:: Your objective ::
Look through the entries below. Say how many lines include "Hilmi", with nothing added.

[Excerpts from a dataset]
'''
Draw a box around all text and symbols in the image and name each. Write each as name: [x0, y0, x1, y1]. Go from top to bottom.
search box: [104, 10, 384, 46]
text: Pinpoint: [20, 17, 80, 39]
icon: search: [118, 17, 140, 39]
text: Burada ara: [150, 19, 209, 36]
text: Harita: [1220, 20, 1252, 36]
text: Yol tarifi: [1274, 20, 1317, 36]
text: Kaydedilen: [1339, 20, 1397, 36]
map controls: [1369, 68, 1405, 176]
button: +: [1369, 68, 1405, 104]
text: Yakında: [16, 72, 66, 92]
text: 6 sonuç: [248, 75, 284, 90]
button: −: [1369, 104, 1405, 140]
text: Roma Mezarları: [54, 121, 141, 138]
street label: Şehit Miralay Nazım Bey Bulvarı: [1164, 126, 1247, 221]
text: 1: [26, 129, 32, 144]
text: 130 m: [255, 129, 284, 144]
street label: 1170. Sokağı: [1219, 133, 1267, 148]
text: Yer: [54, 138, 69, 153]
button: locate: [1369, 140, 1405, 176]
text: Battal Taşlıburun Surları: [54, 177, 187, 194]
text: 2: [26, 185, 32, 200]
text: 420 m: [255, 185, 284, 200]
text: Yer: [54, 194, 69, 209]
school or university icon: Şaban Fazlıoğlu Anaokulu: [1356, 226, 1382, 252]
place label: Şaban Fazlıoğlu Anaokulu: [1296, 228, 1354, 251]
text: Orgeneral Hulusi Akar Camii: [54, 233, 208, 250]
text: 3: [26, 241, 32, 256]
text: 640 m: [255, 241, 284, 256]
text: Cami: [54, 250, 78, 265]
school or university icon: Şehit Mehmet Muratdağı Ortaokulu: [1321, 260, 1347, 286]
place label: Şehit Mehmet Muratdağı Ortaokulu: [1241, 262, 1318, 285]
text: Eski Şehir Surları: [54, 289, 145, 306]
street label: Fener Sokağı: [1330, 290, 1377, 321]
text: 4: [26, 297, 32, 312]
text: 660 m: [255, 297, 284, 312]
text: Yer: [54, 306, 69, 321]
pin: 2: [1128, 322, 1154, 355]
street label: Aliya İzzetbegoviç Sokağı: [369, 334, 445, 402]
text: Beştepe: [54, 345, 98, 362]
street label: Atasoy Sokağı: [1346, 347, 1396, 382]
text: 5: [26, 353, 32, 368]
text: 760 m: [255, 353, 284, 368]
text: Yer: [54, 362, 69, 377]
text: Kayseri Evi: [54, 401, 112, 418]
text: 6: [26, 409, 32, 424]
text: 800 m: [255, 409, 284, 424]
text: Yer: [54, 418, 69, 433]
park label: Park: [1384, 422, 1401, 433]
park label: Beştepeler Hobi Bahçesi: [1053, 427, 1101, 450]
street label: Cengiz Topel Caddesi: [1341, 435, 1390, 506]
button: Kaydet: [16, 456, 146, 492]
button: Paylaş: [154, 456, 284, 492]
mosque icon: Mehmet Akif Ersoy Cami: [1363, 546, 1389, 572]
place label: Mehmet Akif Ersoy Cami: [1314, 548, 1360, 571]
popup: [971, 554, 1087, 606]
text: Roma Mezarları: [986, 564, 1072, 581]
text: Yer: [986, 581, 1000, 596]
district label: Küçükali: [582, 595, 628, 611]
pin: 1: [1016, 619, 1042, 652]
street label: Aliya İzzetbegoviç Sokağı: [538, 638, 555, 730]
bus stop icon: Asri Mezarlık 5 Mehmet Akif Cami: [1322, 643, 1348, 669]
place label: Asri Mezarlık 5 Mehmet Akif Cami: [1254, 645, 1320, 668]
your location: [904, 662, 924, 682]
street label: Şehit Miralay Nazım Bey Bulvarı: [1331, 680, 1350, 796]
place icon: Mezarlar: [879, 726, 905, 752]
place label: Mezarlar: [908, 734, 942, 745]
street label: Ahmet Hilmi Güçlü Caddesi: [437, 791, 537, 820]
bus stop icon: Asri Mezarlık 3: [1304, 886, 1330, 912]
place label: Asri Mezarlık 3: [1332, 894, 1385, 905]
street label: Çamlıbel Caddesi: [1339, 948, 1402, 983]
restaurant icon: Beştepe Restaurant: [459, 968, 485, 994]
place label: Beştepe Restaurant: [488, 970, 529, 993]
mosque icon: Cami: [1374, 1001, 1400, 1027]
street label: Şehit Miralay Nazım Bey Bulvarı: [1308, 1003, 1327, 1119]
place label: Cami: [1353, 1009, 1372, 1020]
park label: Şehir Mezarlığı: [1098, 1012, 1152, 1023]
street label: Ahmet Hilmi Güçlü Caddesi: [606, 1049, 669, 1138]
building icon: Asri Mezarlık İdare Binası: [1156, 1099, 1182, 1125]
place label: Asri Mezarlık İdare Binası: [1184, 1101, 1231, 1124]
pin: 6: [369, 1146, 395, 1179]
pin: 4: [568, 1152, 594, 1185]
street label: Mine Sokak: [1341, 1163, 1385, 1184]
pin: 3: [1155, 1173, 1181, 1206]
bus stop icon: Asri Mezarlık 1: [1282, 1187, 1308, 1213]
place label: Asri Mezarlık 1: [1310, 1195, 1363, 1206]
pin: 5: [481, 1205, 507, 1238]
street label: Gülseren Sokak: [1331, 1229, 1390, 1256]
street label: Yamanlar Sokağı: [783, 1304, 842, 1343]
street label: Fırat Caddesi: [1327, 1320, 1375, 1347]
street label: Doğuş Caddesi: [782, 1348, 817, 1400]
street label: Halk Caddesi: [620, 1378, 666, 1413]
'''
:: Answer for this exercise ::
2